Saved data entries
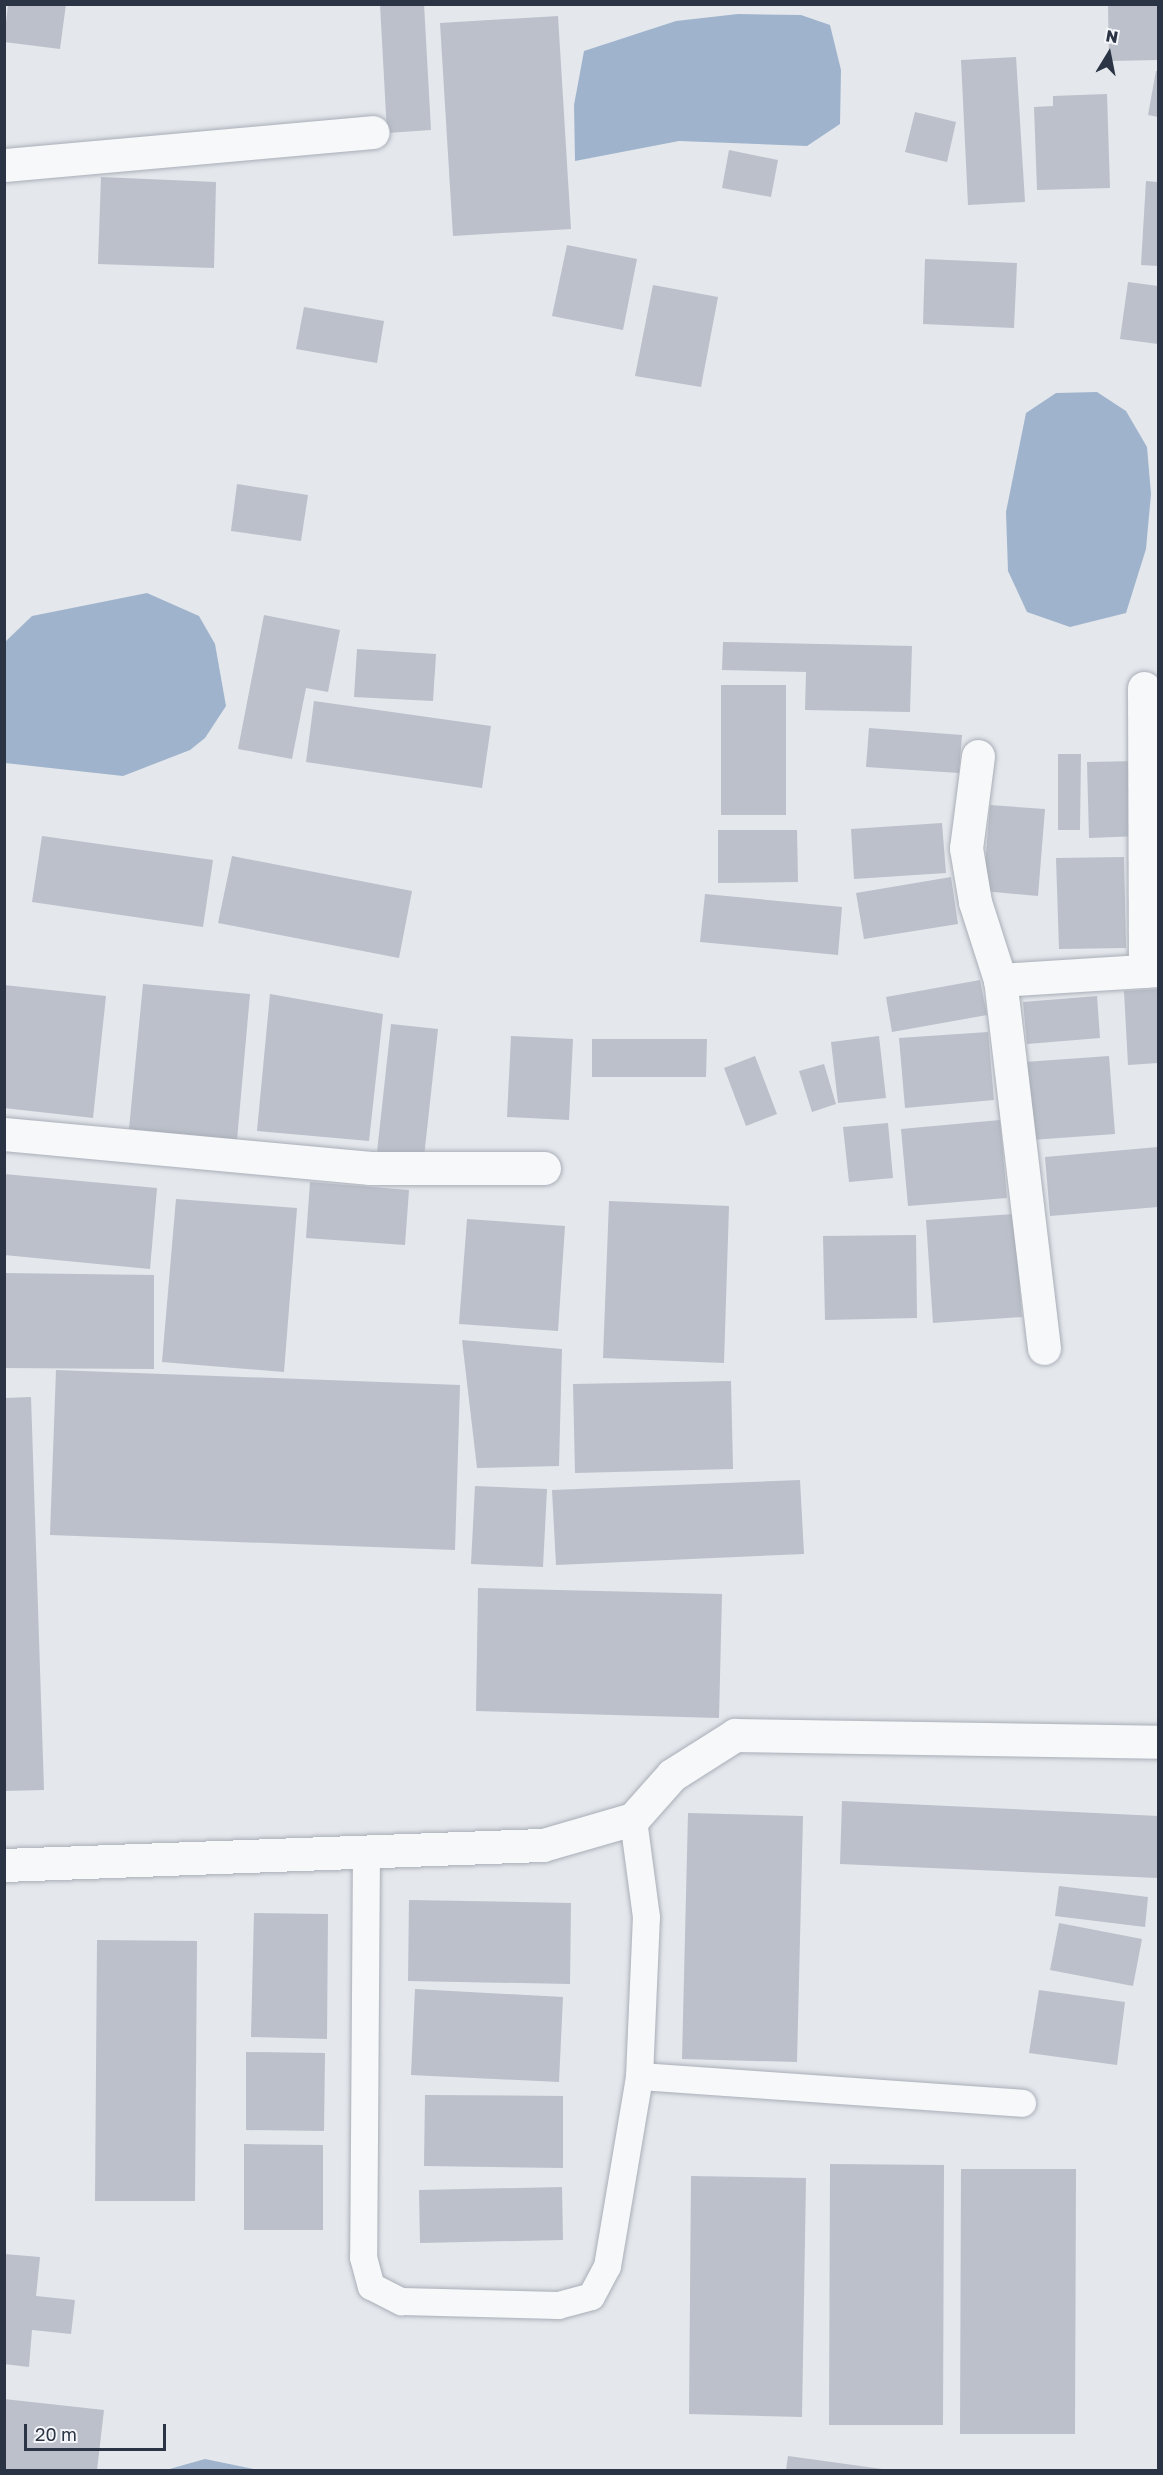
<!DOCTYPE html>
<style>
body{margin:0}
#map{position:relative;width:1163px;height:2475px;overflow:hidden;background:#e4e7ec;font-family:"Golos Text",sans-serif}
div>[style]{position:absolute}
.water>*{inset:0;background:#9fb4cc}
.building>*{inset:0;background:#bbc0ca}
.roads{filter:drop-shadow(0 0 2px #a9aeb7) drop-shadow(0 0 2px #a9aeb7)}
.lane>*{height:27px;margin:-13.5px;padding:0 13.5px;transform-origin:13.5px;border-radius:13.5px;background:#f7f8fa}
.street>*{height:33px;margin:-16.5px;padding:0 16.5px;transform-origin:16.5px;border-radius:16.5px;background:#f7f8fa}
span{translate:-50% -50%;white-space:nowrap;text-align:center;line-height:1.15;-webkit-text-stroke:4.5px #f4f6f9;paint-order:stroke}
.frame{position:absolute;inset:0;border:6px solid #2b3445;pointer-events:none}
.north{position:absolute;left:1079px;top:24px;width:60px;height:60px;-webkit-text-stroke:4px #f4f6f9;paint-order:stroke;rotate:10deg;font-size:16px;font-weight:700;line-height:24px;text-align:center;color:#2b3445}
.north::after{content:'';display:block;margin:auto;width:21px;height:27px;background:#2b3445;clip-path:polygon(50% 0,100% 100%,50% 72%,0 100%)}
.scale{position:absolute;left:24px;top:2424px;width:142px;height:27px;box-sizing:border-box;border:3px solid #2b3445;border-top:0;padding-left:8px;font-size:18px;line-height:21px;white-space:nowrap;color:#2b3445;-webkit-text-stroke:4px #f4f6f9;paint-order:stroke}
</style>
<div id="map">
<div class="water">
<i style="clip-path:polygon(738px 14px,801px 15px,830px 25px,841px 70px,840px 124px,807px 146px,679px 141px,575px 161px,574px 105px,584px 51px,676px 21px)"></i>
<i style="clip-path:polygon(1097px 392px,1126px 411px,1147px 447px,1151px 494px,1146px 549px,1126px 613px,1070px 627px,1027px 612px,1008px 571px,1006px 512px,1026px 413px,1056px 393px)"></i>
<i style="clip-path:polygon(147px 593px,199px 616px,215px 644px,226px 706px,205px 738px,190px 750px,123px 776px,5px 763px,5px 642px,32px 616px)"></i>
<i style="clip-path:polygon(205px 2459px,259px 2470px,166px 2470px)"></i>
</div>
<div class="building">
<i style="clip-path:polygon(8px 4px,66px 4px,60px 49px,4px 42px)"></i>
<i style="clip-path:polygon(380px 4px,424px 4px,431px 130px,387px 133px)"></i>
<i style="clip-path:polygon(1108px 4px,1158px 4px,1158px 60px,1109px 61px)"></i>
<i style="clip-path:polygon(558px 16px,571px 229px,453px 236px,440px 23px)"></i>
<i style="clip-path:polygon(1016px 57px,1025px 202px,968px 205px,961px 60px)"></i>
<i style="clip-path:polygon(1156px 71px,1158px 71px,1158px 117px,1148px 115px)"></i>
<i style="clip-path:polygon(1107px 94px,1110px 188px,1037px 190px,1034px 107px,1053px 106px,1053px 96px)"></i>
<i style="clip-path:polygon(915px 112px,956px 122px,947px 162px,905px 152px)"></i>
<i style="clip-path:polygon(729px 150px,778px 160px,771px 197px,722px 188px)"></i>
<i style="clip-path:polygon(101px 177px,216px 182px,214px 268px,98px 264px)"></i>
<i style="clip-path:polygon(1146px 181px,1158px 182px,1158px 266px,1141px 265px)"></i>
<i style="clip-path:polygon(567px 245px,637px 259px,623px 330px,552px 316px)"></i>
<i style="clip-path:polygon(925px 259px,1017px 263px,1014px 328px,923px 324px)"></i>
<i style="clip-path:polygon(1128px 282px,1158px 286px,1158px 344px,1120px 339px)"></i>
<i style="clip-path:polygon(653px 285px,718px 297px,701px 387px,635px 376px)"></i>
<i style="clip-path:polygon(304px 307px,384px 321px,377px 363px,296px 349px)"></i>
<i style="clip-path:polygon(237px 484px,308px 495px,301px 541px,231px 531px)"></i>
<i style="clip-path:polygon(264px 615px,340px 630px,328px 692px,306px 688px,292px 759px,238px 749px)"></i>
<i style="clip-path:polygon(723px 642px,912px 646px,910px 712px,805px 710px,806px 672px,722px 670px)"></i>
<i style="clip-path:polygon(357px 649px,436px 654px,433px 701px,354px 697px)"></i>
<i style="clip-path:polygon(721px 685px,786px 685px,786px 815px,721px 815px)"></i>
<i style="clip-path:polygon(314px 701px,491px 726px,482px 788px,306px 762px)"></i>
<i style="clip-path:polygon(869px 728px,962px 735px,959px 773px,866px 767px)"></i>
<i style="clip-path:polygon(1058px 754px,1081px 754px,1080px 830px,1058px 830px)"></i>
<i style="clip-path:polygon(1138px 761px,1141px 836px,1089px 838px,1087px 762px)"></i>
<i style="clip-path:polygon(990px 805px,1045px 809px,1038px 896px,983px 891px)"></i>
<i style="clip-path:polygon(942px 823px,946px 873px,854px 879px,851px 829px)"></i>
<i style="clip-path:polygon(718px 830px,797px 830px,798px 882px,718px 883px)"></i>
<i style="clip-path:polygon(42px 836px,213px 860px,203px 927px,32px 902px)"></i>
<i style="clip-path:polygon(232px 856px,412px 891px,399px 958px,218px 923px)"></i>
<i style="clip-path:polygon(1124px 857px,1126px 948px,1059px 949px,1056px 858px)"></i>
<i style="clip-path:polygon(951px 877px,958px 924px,864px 939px,856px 893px)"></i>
<i style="clip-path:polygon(705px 894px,842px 907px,838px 955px,700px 942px)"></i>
<i style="clip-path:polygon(980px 980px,987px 1015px,892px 1032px,886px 997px)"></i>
<i style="clip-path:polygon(143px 984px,250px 994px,237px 1140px,129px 1129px)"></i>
<i style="clip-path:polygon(4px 985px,106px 996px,93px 1118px,4px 1108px)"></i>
<i style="clip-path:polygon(1158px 989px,1158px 1063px,1128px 1065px,1124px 991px)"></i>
<i style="clip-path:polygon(270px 994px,383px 1014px,369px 1141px,257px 1131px)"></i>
<i style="clip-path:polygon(1097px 996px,1100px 1038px,1027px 1044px,1023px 1002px)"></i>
<i style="clip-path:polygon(391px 1024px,438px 1029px,424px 1157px,377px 1152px)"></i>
<i style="clip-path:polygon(988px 1032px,994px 1100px,905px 1108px,899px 1038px)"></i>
<i style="clip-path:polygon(511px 1036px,573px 1039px,569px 1120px,507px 1117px)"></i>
<i style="clip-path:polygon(879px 1036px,886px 1098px,838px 1103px,831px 1042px)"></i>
<i style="clip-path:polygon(592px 1039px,707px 1039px,706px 1077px,592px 1077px)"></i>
<i style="clip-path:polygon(755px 1056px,777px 1114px,746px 1126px,724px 1068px)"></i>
<i style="clip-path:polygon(1109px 1056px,1115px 1134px,1031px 1140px,1025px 1062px)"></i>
<i style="clip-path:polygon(824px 1064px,836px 1104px,812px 1112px,799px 1071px)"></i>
<i style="clip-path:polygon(1000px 1120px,1007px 1198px,908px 1206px,901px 1129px)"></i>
<i style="clip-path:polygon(888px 1123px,893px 1178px,849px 1182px,843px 1127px)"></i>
<i style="clip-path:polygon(1158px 1147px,1158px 1207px,1050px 1216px,1045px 1157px)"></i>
<i style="clip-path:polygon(4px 1174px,157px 1188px,150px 1269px,4px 1255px)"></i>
<i style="clip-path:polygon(310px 1182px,409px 1190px,405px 1245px,306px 1238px)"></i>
<i style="clip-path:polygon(176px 1199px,297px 1208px,284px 1372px,162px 1362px)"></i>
<i style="clip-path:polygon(609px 1201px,729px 1206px,724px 1363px,603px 1358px)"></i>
<i style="clip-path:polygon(1014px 1214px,1022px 1317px,933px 1323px,926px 1220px)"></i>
<i style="clip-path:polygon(467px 1219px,565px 1226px,558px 1331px,459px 1324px)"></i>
<i style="clip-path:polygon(916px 1235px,917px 1318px,825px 1320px,823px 1236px)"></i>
<i style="clip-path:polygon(4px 1273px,154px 1275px,154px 1369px,4px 1368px)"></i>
<i style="clip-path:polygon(462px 1340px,562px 1349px,559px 1466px,477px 1468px)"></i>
<i style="clip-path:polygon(56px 1370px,460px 1385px,455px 1550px,50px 1535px)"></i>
<i style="clip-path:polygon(731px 1381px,733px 1469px,575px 1473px,573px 1384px)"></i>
<i style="clip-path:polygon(31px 1397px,44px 1790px,4px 1791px,4px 1398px)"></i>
<i style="clip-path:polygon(800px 1480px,804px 1554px,556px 1565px,552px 1490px)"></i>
<i style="clip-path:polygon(475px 1486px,547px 1489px,543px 1567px,471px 1564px)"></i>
<i style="clip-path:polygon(478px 1588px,722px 1594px,719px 1718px,476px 1711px)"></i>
<i style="clip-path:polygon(842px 1801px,1158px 1816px,1158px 1878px,840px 1864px)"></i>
<i style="clip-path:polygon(688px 1813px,803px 1816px,797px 2062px,682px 2059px)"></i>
<i style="clip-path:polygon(1059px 1886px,1148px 1897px,1145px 1927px,1055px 1916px)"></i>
<i style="clip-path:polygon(409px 1900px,571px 1903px,570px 1984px,408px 1981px)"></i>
<i style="clip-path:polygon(254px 1913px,328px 1914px,327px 2039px,251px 2037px)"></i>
<i style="clip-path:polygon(1059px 1923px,1142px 1939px,1133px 1986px,1050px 1970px)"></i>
<i style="clip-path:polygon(97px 1940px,197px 1941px,195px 2201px,95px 2201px)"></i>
<i style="clip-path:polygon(415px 1989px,563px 1997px,559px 2082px,411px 2075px)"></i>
<i style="clip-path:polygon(1039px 1990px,1125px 2002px,1117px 2065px,1029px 2053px)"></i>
<i style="clip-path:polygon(246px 2052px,325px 2053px,324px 2131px,246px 2130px)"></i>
<i style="clip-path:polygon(425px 2095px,563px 2096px,563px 2168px,424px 2166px)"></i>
<i style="clip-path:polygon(244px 2144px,323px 2145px,323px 2230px,244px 2230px)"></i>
<i style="clip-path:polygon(830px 2164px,944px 2165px,943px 2425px,829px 2425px)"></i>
<i style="clip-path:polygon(961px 2169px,1076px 2169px,1075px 2434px,960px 2434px)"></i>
<i style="clip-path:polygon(691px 2176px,806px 2178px,802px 2417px,689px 2414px)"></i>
<i style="clip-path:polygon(562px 2187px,563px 2240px,420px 2243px,419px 2190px)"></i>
<i style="clip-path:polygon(4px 2254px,40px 2257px,36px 2296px,75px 2300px,71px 2334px,32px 2330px,29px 2367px,4px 2364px)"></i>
<i style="clip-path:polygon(4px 2399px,104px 2410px,97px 2470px,4px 2470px)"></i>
<i style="clip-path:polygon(788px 2456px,882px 2469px,882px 2470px,786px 2470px)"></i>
</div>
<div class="roads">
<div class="lane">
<i style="left:366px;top:1851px;width:406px;rotate:90.4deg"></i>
<i style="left:363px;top:2257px;width:30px;rotate:75deg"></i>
<i style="left:371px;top:2286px;width:34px;rotate:27deg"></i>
<i style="left:401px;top:2301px;width:157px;rotate:1.5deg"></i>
<i style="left:558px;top:2305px;width:34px;rotate:-15deg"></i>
<i style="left:591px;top:2296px;width:34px;rotate:-62deg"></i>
<i style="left:607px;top:2266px;width:193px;rotate:-80.4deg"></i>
<i style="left:639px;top:2076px;width:159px;rotate:-87.5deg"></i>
<i style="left:646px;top:1917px;width:99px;rotate:-97.6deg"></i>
<i style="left:639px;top:2076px;width:384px;rotate:4deg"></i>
</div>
<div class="street">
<i style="left:4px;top:165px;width:370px;rotate:-5.1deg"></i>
<i style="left:1144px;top:688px;width:283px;rotate:89.8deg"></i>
<i style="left:978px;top:756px;width:93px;rotate:97.4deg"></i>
<i style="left:966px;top:848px;width:55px;rotate:80.5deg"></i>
<i style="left:975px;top:902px;width:82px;rotate:72.2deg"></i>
<i style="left:4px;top:1134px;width:368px;rotate:5.3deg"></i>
<i style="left:370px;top:1168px;width:174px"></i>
<i style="left:1044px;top:1348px;width:371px;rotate:-96.8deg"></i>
<i style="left:1000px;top:980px;width:158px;rotate:-3.6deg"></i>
<i style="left:4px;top:1865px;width:539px;rotate:-2.13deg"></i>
<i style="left:543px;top:1845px;width:94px;rotate:-16.1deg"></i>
<i style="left:633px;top:1819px;width:59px;rotate:-48.4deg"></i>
<i style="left:672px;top:1775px;width:75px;rotate:-32.4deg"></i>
<i style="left:735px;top:1735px;width:423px;rotate:0.9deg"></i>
</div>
</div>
<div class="frame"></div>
<div class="north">N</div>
<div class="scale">20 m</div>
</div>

Your objective: Quote the records above exactly, from the first line through the line containing "2px #a9aeb7) drop-shadow(0", and leave out the pictures.

Written reply:
<!DOCTYPE html>
<style>
body{margin:0}
#map{position:relative;width:1163px;height:2475px;overflow:hidden;background:#e4e7ec;font-family:"Golos Text",sans-serif}
div>[style]{position:absolute}
.water>*{inset:0;background:#9fb4cc}
.building>*{inset:0;background:#bbc0ca}
.roads{filter:drop-shadow(0 0 2px #a9aeb7) drop-shadow(0 0 2px #a9aeb7)}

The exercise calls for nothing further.